*** DATA SECTION ***

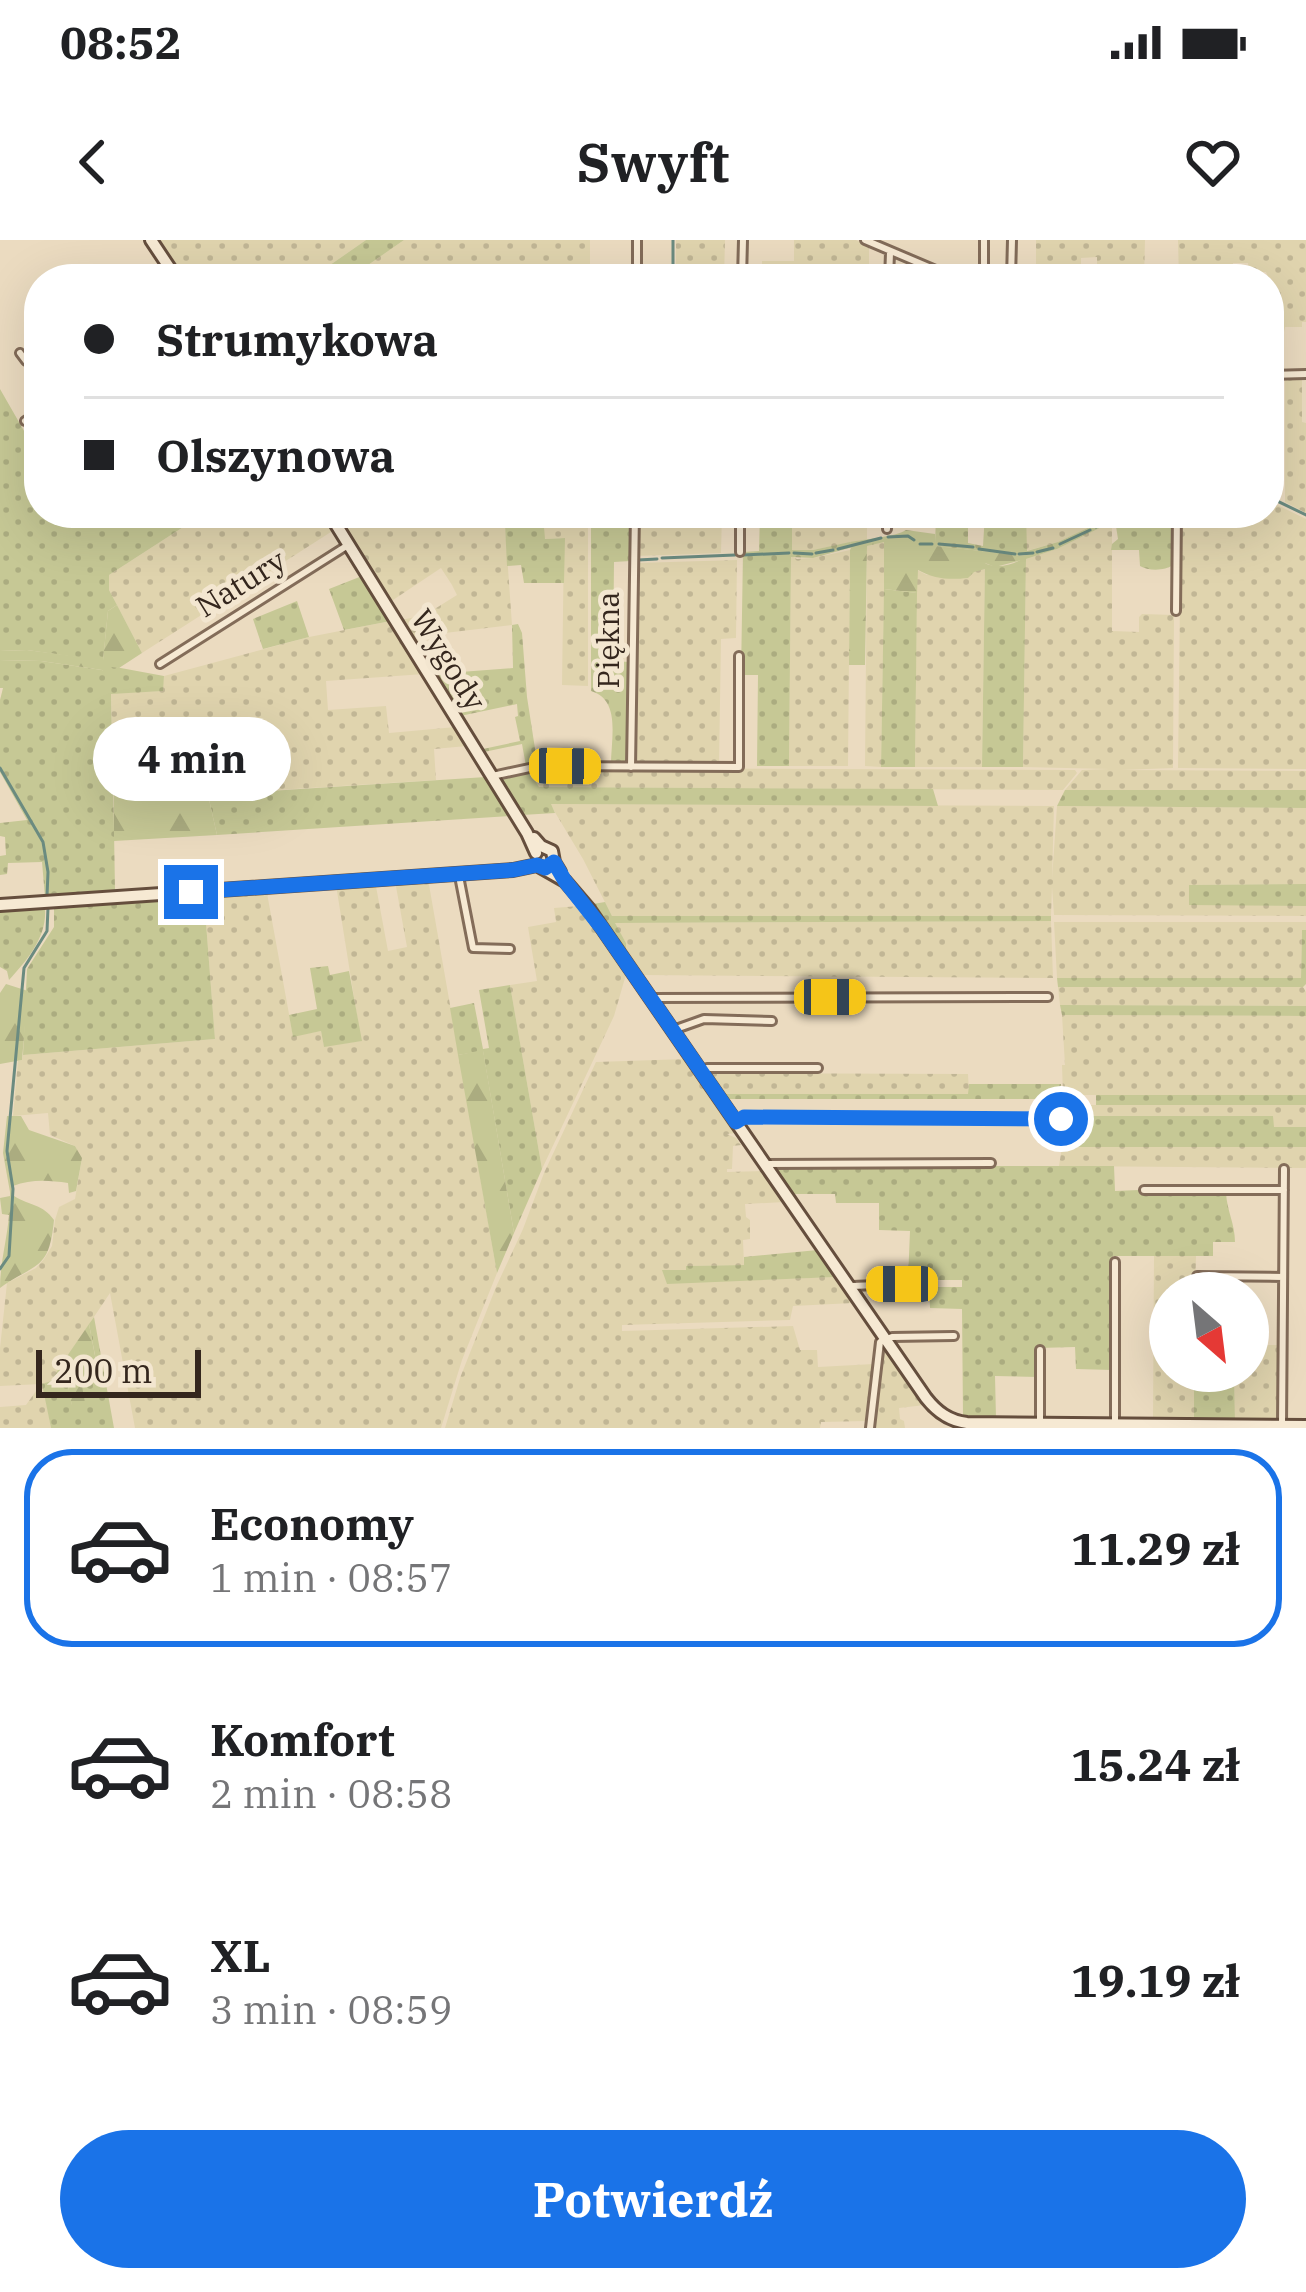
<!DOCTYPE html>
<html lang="pl">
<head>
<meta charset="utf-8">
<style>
  :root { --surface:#fff; --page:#f6f6f6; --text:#202124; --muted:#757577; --line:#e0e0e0; --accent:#1a73e8 }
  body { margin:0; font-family:"IBM Plex Serif",serif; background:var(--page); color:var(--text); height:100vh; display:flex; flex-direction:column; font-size:45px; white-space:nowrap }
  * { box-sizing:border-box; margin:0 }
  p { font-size:39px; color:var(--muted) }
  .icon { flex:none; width:66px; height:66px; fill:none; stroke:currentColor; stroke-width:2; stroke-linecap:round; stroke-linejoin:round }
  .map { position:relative; height:1188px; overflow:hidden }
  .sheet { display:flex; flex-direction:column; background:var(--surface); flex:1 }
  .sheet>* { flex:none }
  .banner { position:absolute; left:24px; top:24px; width:1260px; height:264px; border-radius:48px; box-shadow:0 12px 48px #0002; display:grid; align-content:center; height:264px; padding:0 60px; background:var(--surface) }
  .needle { width:78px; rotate:152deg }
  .buttons { position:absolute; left:1149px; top:1032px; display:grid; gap:24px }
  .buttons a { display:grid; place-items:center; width:120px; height:120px; border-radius:50%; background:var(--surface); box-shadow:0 12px 48px #0002; font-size:60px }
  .scale { position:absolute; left:36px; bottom:30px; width:165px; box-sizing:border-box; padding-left:12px; border:6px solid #34261d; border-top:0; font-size:33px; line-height:42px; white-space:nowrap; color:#34261d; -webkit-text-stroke:9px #f3e6d0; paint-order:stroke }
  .end { position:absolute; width:54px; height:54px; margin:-27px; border:15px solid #1a73e8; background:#fff; box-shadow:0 0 0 6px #fff }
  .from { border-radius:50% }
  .bubble { position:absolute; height:84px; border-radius:42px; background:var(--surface); box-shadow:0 12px 48px #0002; font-size:39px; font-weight:700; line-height:84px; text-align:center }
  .car { position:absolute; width:36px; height:72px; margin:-36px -18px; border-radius:15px; box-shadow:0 0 9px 3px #0007; background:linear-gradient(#f5c518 24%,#345 0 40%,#f5c518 0 76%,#345 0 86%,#f5c518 0) }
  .banner b { display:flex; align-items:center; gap:42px; height:114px; font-size:45px }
  .banner b+b { border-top:3px solid var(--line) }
  .banner i { width:30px; height:30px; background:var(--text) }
  ul { padding:21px 0 0; list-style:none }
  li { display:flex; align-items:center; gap:36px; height:198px; margin:0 24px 18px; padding:0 36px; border:6px solid transparent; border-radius:48px }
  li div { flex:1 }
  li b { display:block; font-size:45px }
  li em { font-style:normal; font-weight:700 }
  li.active { border-color:var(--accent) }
  li>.icon { width:108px; height:108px; stroke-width:1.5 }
  .button { display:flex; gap:24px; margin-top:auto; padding:24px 60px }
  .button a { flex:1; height:138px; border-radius:72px; background:var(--accent); color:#fff; font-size:48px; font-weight:700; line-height:138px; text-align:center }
  .status { display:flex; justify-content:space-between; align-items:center; height:84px; padding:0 60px; background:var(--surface); direction:ltr }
  .status svg { height:33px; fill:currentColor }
  header { display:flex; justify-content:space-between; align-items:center; height:156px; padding:0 60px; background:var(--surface); font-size:54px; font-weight:700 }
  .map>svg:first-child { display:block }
  .farmland { fill:url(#farmland-dots) }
  .grass { fill:url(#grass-dots) }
  .forest { fill:url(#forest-firs) }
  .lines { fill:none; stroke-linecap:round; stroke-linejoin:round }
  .stream { stroke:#6b8b80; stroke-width:3 }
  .street-casing { stroke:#836c59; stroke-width:12 }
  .secondary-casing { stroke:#654e3d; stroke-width:16 }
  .street { stroke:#f6e9d3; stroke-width:6 }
  .secondary { stroke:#f6e9d3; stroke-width:10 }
  .route { stroke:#1a73e8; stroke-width:15 }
  .labels { text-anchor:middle; stroke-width:10; stroke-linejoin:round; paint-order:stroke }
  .street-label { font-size:30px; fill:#34261d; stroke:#f3e6d0 }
</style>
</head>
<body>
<div class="status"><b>08:52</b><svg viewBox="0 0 49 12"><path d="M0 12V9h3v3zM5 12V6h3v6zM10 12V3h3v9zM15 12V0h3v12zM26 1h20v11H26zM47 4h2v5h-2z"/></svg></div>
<header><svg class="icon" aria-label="back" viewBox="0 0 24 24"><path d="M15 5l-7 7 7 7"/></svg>Swyft<svg class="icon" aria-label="heart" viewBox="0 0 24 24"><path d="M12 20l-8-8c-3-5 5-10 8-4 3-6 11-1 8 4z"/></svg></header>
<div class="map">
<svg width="1306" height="1188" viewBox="0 0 1306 1188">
  <defs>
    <pattern id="farmland-dots" width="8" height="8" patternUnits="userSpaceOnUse" patternTransform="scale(3)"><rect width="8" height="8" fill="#e0d4ae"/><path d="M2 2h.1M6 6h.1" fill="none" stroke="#c1b695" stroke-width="1.8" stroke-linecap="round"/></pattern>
    <pattern id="grass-dots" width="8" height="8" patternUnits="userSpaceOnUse" patternTransform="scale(3)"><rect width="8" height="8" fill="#c6c895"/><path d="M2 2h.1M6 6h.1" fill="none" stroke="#abac80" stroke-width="1.8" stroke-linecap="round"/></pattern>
    <pattern id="forest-firs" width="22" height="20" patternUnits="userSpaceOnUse" patternTransform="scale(3)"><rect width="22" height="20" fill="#c6c895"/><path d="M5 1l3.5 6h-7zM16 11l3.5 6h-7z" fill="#abac80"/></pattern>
  </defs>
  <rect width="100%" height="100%" fill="#ebdbc0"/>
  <path class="farmland" d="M158 0H366L310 39H184Z
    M404 0H590V39H348Z
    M676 0H725L724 39H676Z
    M794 0H856L869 6V39H762V21H794Z
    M1036 0H1145L1144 39H1097V17L1081 18V39H1036Z
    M1178 0H1306V82H1302V87H1285L1284 92H1269V39L1266 32H1249L1248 23H1233L1232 39H1179Z
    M1302 136V182L1306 183V273L1285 262V137Z
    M1269 261 1306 279V529L1178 528 1181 273H1269Z
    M205 273H323L334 290 142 413 109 350V335Z
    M334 273H588V446L562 445 564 298 544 299V288L505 286 512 385 411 397 401 380 425 375 457 355 452 345 441 328 390 362Z
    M637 273H722L721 313 636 316Z
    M792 273H867V299L813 310H791Z
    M1026 273H1112V277L1058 302 1026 311Z
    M1112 282V391L1139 392V377L1142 374 1174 375 1173 528 1121 530 1306 531V550H1065L1082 530 1109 529 1023 527 1026 319 1057 309Z
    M885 301 881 527 865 526 867 306Z
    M850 310 848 526H789L791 316 797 319 813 318Z
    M737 320 736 398 721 399 719 526 635 525 636 323Z
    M985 329 982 527H915L917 330 927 335Z
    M391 381 424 434 326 441 328 470 386 466 389 493 456 487 467 506 434 509 436 540 185 556 181 540 114 546 111 453 162 451 164 436 309 397Z
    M539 528 1075 530 1077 533 1063 550 538 547 527 529Z
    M550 564 1054 566 1052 639 1057 566 1306 568V644L1190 645 1189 664 1306 666V676L1054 675 1052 647 1051 676H612L583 619Z
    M428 639 497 1033 462 1120 441 1188H135L110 1053 51 1141 43 1144 51 1188H0V1167L26 1165 41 1144 0 1146V1108L7 1043 36 1028 44 1019 52 1006 55 980 59 967 75 959 82 918 75 906 50 895 48 873 13 876 18 821 22 820 23 815 215 799 204 657 267 653 293 796 321 791 324 806 361 801 336 645 375 641 388 711 407 707 395 641Z
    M579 666 627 731 614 776 542 929 510 745 537 741 528 687 556 682 554 668Z
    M1051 681 1053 738 642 735 626 709V703L614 683Z
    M1054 682H1306V690H1302L1301 738H1057Z
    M1058 747H1303L1306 752V766L1060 765Z
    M1062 775 1306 776V855H1063L1062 825H1065Z
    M686 819 737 893 727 894 736 898 741 905 733 906 732 929H727V932L764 931 785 962 745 964 746 977 750 980V999L743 1000 744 1025 687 1026 686 1030 667 1043 836 1037 853 1063 793 1066 790 1080 622 1085V1091L793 1086 800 1110H817L818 1127 874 1124 866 1181 821 1182 820 1188H445L460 1138 496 1047 523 989 544 933 596 822Z
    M709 833 968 834 969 854H724Z
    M1063 865H1306V887H1273L1272 876H1063Z
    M1062 907H1306V928L1059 926Z
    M1154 1016H1196L1195 1053H1170V1131H1194V1179H1153Z
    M1248 1105H1280L1279 1181H1235L1234 1131H1248Z
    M884 1106 925 1165 899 1168 900 1179 904 1181 905 1188H872L881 1107Z"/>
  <path class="grass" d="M366 0H404L348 39H310Z
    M0 149 39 217V273H205L109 335V350L117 365 108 371 103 421 27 410 0 411Z
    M591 273H630V321L614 322 613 421 629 422 626 524H611C611 498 621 460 591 451Z
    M760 273H792V310H813L850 302 853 307 813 318 791 317 789 526H757L758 435H741L743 312 759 311Z
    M936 273H968V303L983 306 985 273H1026L1027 311 1058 302 1111 277 1112 273H1123L1112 277V282L1057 309 1026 319 1023 527H982L985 323C997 330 1017 324 1026 316L935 306Z
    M1133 273H1175L1173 325C1165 331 1148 331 1140 326L1139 310H1111L1112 304 1118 299 1115 280Z
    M505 285 544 287 545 299 565 298 564 343H524L521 325 507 326Z
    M362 336 391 381 344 390 329 349Z
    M884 349 917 353 915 527H881Z
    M297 361 309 397 263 409 253 379Z
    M518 384 522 393 527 457 536 515 533 524 526 526 522 504 484 512 483 509 520 501 515 477 518 476 517 464 460 476 434 434 513 428 512 385Z
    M0 420 41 421 102 430 110 436V426L164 436 163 451 111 454 112 500 103 501V531H113L115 650 53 654 52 656 45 657 42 622 8 623 7 634 0 635V616L6 615 5 597 0 596V583L27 580 0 532V460L3 448H0Z
    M527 529 539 547 933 549 938 566 551 564 555 573 522 575 497 538Z
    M486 537 510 576 217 595 208 555Z
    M1065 550H1306V568L1057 566Z
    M1306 644V666L1189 665V645Z
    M204 657 215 799 23 815 27 729 54 687V668Z
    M605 662 612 676H1051V681L615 683 626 703V709L593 664Z
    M45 669C47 697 27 720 9 740L7 731 0 727V671Z
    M1302 690H1306V744L1303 747H1058L1057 738H1301Z
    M328 726 330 735 349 731 362 801 324 807 321 791 293 797 289 775 317 769 310 728Z
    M510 745 542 929 514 993 483 811 458 815 450 768 474 763 483 809 489 808 479 750Z
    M1060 765 1306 766V776L1062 775Z
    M969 844H1061L1060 859H727L724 854H968Z
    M1096 855H1306V865H1096Z
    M1063 876H1273L1274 887H1306V907H1062Z
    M773 926H1114L1115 951 1139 950 1140 955H1148L1149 953H1226C1227 971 1235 984 1235 1002H1213V1016H1113L1112 1130 1076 1129 1075 1107 1039 1108 1038 1137 995 1136 996 1178 963 1177 962 1069 930 1068 929 1047H962V1040H908L910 991 879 990V963H836L835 954H793Z
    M818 1010 836 1037 667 1044 662 1030H686V1026L744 1025V1017Z
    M94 1077 114 1188H51L42 1144 51 1141 63 1122 72 1165 81 1140 99 1136 89 1084Z
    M1194 1131H1234L1235 1181 1194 1179Z"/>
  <path class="forest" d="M906 290 935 294 936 306 1026 316V319L995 327 985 323V329L974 332 968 338C948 340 935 339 918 330L917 353 884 349V302L867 306 865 425H849L850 310 852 306 850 302C865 299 895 297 906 290Z
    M117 365 142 413 119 428 111 427V437L106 436 102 430 41 421 0 420V411L27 410 103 420 108 371Z
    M181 540 185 556 208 555 217 595 114 601V546Z
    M6 744 28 751 22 820 0 824V753Z
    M483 810 514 993 497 1033 458 815Z
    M7 876H21L29 890 75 906 82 918 76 951 69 953 68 943C48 940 31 939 13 946L14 956C30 966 43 964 54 980 49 1032 36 1022 0 1048 0 1023 7 1000 9 975L2 974 0 958 10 956V952L3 913Z
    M89 1084 99 1137 81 1140 85 1163 72 1166 63 1122Z"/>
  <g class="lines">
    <path class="stream" d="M673 39V0
      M1269 257 1306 275
      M1105 282 1126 273
      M1096 287 1101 284
      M888 297 908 296 914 300
      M920 304H932
      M939 304 973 307
      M1060 304 1090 290
      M838 309 881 298
      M979 309 1015 314
      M1037 312 1053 308
      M794 313 812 314
      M816 313 833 310
      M1019 314 1033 313
      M743 315 789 313
      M662 318 735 315
      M638 320 657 319
      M0 528 43 602 48 632 47 656
      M0 1029 9 1016 13 949 7 911 24 728 47 691 48 668"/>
    <defs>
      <path id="street" d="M865 0 957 39
        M637 39V0
        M742 39 743 0
        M889 39 890 13
        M984 39V0
        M1011 39 1012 0
        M20 113 26 121 39 113
        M1269 135V93
        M1269 135 1306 134
        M25 181 39 172
        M887 289V273
        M740 312V273
        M1176 371 1177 273
        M160 424 348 305
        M631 527 635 273
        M492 536 539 526 739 527V416
        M459 636 473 708 510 709
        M650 758 1048 757
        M673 790 704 779 772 781
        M701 831 707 828H818
        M736 882 744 877 1061 879
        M765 924 991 923
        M1144 950H1284
        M1197 1036 1283 1037
        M852 1046 902 1044
        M1040 1181V1110
        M1115 1185V1022
        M1282 1186 1284 929
        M870 1188 880 1102 892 1097 954 1096"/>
      <path id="secondary" d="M151 0 177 39
        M329 273 527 593 536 613
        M534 598 541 606 552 611 554 622 560 632
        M537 625 565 641 589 669 926 1158C937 1172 949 1181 967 1183L1306 1186
        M0 665 513 630 537 625"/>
    </defs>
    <use href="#street" class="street-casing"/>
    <use href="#secondary" class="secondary-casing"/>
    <use href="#street" class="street"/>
    <use href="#secondary" class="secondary"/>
  </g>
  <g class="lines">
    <path class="route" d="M191 652 513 630 537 625 545 628 554 622 565 641 602 688 736 882 744 877 1061 879"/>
  </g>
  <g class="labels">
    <g class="street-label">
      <text transform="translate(241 344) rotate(-32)" y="10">Natury</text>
      <text transform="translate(609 400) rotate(-90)" y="10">Piękna</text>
      <text transform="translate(448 420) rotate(58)" y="10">Wygody</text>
    </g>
  </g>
</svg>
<div class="buttons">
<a><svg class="needle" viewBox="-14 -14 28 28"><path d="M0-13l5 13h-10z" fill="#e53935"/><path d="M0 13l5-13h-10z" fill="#757577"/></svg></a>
</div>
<div class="scale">200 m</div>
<i class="end from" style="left:1061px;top:879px"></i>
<i class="end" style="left:191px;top:652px"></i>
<div class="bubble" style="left:93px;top:477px;width:198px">4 min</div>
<i class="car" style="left:565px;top:526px;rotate:91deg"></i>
<i class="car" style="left:830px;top:757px;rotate:90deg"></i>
<i class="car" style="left:902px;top:1044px;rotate:270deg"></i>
<div class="banner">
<b><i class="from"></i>Strumykowa</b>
<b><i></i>Olszynowa</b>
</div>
</div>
<section class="sheet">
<ul>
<li class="active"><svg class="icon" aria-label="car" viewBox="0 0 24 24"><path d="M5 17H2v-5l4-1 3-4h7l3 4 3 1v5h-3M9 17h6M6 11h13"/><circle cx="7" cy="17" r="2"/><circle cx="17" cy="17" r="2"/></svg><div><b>Economy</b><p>1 min · 08:57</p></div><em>11.29 zł</em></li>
<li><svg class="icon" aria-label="car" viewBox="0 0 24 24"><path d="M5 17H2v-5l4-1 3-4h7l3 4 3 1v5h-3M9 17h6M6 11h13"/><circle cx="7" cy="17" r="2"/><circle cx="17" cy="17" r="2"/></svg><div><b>Komfort</b><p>2 min · 08:58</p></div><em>15.24 zł</em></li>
<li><svg class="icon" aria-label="car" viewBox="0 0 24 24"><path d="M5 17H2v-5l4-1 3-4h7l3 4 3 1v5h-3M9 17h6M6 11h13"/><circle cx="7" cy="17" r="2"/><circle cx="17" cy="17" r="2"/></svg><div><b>XL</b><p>3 min · 08:59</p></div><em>19.19 zł</em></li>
</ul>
<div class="button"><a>Potwierdź</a></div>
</section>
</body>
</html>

*** End of DATA SECTION ***

- [ACTIVITY]
I need every line of the data that has the word "buttons"; please list them.

- [RESPONSE BELOW]
  .buttons { position:absolute; left:1149px; top:1032px; display:grid; gap:24px }
  .buttons a { display:grid; place-items:center; width:120px; height:120px; border-radius:50%; background:var(--surface); box-shadow:0 12px 48px #0002; font-size:60px }
<div class="buttons">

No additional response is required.